Activity
Each line of the data below should be repeated exactly.

Study material

BEGIN

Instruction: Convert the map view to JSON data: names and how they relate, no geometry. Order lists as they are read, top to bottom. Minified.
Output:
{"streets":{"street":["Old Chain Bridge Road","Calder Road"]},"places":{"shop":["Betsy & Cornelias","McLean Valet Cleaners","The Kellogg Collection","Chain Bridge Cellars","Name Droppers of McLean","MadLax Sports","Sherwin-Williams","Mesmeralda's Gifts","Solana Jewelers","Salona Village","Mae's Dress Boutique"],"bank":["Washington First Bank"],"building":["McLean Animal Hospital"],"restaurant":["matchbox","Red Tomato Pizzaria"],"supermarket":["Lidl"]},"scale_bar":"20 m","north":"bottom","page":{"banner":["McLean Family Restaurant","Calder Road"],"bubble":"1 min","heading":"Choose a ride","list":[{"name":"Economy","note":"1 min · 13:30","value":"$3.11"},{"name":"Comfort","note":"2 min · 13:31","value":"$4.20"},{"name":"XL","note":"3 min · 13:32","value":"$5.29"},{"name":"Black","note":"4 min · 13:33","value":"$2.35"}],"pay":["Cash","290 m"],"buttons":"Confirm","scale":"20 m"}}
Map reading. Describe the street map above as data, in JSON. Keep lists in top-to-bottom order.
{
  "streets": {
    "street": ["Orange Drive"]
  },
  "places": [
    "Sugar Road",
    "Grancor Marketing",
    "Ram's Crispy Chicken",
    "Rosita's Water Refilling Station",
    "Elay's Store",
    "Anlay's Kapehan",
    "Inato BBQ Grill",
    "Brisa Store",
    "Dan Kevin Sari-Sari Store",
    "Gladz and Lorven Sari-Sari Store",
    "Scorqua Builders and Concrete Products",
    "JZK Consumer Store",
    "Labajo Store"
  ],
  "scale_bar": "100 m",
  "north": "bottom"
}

END

Written solution
Instruction: Convert the map view to JSON data: names and how they relate, no geometry. Order lists as they are read, top to bottom. Minified.
Output:
{"streets":{"street":["Old Chain Bridge Road","Calder Road"]},"places":{"shop":["Betsy & Cornelias","McLean Valet Cleaners","The Kellogg Collection","Chain Bridge Cellars","Name Droppers of McLean","MadLax Sports","Sherwin-Williams","Mesmeralda's Gifts","Solana Jewelers","Salona Village","Mae's Dress Boutique"],"bank":["Washington First Bank"],"building":["McLean Animal Hospital"],"restaurant":["matchbox","Red Tomato Pizzaria"],"supermarket":["Lidl"]},"scale_bar":"20 m","north":"bottom","page":{"banner":["McLean Family Restaurant","Calder Road"],"bubble":"1 min","heading":"Choose a ride","list":[{"name":"Economy","note":"1 min · 13:30","value":"$3.11"},{"name":"Comfort","note":"2 min · 13:31","value":"$4.20"},{"name":"XL","note":"3 min · 13:32","value":"$5.29"},{"name":"Black","note":"4 min · 13:33","value":"$2.35"}],"pay":["Cash","290 m"],"buttons":"Confirm","scale":"20 m"}}
Map reading. Describe the street map above as data, in JSON. Keep lists in top-to-bottom order.
{
  "streets": {
    "street": ["Orange Drive"]
  },
  "places": [
    "Sugar Road",
    "Grancor Marketing",
    "Ram's Crispy Chicken",
    "Rosita's Water Refilling Station",
    "Elay's Store",
    "Anlay's Kapehan",
    "Inato BBQ Grill",
    "Brisa Store",
    "Dan Kevin Sari-Sari Store",
    "Gladz and Lorven Sari-Sari Store",
    "Scorqua Builders and Concrete Products",
    "JZK Consumer Store",
    "Labajo Store"
  ],
  "scale_bar": "100 m",
  "north": "bottom"
}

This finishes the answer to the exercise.